* **YOUR TASK**
Retype the entries in full.

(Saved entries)
--*--
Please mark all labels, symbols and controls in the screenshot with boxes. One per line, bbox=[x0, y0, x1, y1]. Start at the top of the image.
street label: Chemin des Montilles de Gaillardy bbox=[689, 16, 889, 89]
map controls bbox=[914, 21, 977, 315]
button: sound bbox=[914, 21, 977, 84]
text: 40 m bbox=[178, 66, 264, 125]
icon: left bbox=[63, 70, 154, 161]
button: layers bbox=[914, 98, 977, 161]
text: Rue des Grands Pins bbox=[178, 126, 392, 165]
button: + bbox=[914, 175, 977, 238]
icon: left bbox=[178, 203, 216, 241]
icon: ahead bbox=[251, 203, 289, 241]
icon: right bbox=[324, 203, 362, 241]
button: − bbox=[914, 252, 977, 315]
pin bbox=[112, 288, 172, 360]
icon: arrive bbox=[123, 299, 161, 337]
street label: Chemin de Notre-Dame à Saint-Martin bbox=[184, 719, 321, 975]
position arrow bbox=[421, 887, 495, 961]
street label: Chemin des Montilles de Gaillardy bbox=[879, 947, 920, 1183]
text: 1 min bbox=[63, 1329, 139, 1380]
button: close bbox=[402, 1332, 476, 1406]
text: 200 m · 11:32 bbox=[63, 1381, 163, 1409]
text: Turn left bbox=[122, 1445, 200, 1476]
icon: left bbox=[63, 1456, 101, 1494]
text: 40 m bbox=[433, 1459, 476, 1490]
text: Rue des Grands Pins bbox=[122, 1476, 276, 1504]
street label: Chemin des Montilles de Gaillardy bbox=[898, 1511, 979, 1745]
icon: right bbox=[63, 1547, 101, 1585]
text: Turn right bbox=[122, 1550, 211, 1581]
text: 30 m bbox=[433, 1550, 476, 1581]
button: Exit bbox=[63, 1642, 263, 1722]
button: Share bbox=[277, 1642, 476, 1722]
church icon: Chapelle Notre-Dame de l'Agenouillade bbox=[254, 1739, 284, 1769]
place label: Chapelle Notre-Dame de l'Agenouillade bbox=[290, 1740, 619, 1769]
--*--
* **YOUR RESPONSE**
Please mark all labels, symbols and controls in the screenshot with boxes. One per line, bbox=[x0, y0, x1, y1]. Start at the top of the image.
street label: Chemin des Montilles de Gaillardy bbox=[689, 16, 889, 89]
map controls bbox=[914, 21, 977, 315]
button: sound bbox=[914, 21, 977, 84]
text: 40 m bbox=[178, 66, 264, 125]
icon: left bbox=[63, 70, 154, 161]
button: layers bbox=[914, 98, 977, 161]
text: Rue des Grands Pins bbox=[178, 126, 392, 165]
button: + bbox=[914, 175, 977, 238]
icon: left bbox=[178, 203, 216, 241]
icon: ahead bbox=[251, 203, 289, 241]
icon: right bbox=[324, 203, 362, 241]
button: − bbox=[914, 252, 977, 315]
pin bbox=[112, 288, 172, 360]
icon: arrive bbox=[123, 299, 161, 337]
street label: Chemin de Notre-Dame à Saint-Martin bbox=[184, 719, 321, 975]
position arrow bbox=[421, 887, 495, 961]
street label: Chemin des Montilles de Gaillardy bbox=[879, 947, 920, 1183]
text: 1 min bbox=[63, 1329, 139, 1380]
button: close bbox=[402, 1332, 476, 1406]
text: 200 m · 11:32 bbox=[63, 1381, 163, 1409]
text: Turn left bbox=[122, 1445, 200, 1476]
icon: left bbox=[63, 1456, 101, 1494]
text: 40 m bbox=[433, 1459, 476, 1490]
text: Rue des Grands Pins bbox=[122, 1476, 276, 1504]
street label: Chemin des Montilles de Gaillardy bbox=[898, 1511, 979, 1745]
icon: right bbox=[63, 1547, 101, 1585]
text: Turn right bbox=[122, 1550, 211, 1581]
text: 30 m bbox=[433, 1550, 476, 1581]
button: Exit bbox=[63, 1642, 263, 1722]
button: Share bbox=[277, 1642, 476, 1722]
church icon: Chapelle Notre-Dame de l'Agenouillade bbox=[254, 1739, 284, 1769]
place label: Chapelle Notre-Dame de l'Agenouillade bbox=[290, 1740, 619, 1769]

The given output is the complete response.